**Your instructions:** Read through the lines below and copy the ones holding the string "Clais".

**Exercise inputs:**
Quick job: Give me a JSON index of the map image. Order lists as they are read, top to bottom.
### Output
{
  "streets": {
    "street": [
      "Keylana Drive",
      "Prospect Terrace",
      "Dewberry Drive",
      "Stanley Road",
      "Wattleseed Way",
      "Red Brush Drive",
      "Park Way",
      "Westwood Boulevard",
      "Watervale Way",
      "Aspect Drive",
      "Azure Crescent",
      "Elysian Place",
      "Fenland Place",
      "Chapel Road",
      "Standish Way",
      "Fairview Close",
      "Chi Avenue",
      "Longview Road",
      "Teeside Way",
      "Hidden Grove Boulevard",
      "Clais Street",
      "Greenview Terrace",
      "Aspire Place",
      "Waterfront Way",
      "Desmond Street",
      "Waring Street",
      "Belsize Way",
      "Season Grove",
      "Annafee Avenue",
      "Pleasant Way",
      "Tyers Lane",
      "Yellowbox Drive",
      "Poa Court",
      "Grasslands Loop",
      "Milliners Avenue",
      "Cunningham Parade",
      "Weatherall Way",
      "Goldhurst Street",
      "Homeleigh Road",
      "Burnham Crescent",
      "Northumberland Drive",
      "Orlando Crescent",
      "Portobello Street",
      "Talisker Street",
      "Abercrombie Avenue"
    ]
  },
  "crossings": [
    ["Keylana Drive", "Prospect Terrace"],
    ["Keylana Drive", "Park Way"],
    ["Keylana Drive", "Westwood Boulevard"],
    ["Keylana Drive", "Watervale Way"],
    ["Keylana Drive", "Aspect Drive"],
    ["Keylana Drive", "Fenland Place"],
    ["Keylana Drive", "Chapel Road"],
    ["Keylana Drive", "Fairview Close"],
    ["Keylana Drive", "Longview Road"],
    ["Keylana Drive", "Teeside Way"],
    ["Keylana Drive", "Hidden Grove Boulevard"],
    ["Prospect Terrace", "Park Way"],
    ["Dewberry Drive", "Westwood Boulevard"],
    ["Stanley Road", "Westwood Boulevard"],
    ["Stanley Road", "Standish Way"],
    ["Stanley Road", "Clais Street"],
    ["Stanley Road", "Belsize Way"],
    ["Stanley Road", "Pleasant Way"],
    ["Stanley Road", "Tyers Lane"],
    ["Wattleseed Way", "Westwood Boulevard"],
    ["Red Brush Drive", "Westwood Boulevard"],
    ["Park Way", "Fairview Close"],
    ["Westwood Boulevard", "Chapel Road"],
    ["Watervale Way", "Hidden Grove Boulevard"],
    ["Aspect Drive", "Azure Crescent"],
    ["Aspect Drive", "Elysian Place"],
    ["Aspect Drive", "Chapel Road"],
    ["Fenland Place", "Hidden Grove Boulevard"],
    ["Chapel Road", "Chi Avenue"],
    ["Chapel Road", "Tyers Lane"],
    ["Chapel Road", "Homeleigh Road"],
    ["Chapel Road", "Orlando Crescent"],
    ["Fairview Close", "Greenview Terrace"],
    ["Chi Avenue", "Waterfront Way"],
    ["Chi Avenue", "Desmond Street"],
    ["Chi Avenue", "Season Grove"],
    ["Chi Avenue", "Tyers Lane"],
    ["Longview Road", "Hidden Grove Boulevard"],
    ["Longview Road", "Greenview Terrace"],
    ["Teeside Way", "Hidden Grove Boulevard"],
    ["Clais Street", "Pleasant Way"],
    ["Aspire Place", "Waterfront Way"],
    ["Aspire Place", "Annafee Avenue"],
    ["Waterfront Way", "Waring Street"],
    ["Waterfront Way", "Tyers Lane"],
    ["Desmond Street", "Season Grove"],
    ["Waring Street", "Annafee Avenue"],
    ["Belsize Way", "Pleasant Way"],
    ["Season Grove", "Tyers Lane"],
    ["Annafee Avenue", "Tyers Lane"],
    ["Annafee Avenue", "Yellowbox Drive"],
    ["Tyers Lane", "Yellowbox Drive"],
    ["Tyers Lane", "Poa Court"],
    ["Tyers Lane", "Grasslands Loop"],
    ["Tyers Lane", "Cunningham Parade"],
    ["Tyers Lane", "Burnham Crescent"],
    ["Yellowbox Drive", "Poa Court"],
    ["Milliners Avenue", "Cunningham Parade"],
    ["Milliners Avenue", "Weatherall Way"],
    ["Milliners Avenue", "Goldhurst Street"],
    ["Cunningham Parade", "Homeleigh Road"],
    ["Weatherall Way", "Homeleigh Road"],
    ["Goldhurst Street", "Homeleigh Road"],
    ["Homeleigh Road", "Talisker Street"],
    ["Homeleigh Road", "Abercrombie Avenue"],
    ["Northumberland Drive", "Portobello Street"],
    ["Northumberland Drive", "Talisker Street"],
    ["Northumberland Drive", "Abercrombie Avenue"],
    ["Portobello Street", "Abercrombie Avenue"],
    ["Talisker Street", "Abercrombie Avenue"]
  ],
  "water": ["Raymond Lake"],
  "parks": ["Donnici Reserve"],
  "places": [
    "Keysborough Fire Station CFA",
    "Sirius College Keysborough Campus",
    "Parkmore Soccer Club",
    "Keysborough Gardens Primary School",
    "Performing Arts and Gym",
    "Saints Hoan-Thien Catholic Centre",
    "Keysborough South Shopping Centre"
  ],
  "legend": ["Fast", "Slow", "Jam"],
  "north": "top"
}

**Answer for this exercise:**
      "Clais Street",
    ["Stanley Road", "Clais Street"],
    ["Clais Street", "Pleasant Way"],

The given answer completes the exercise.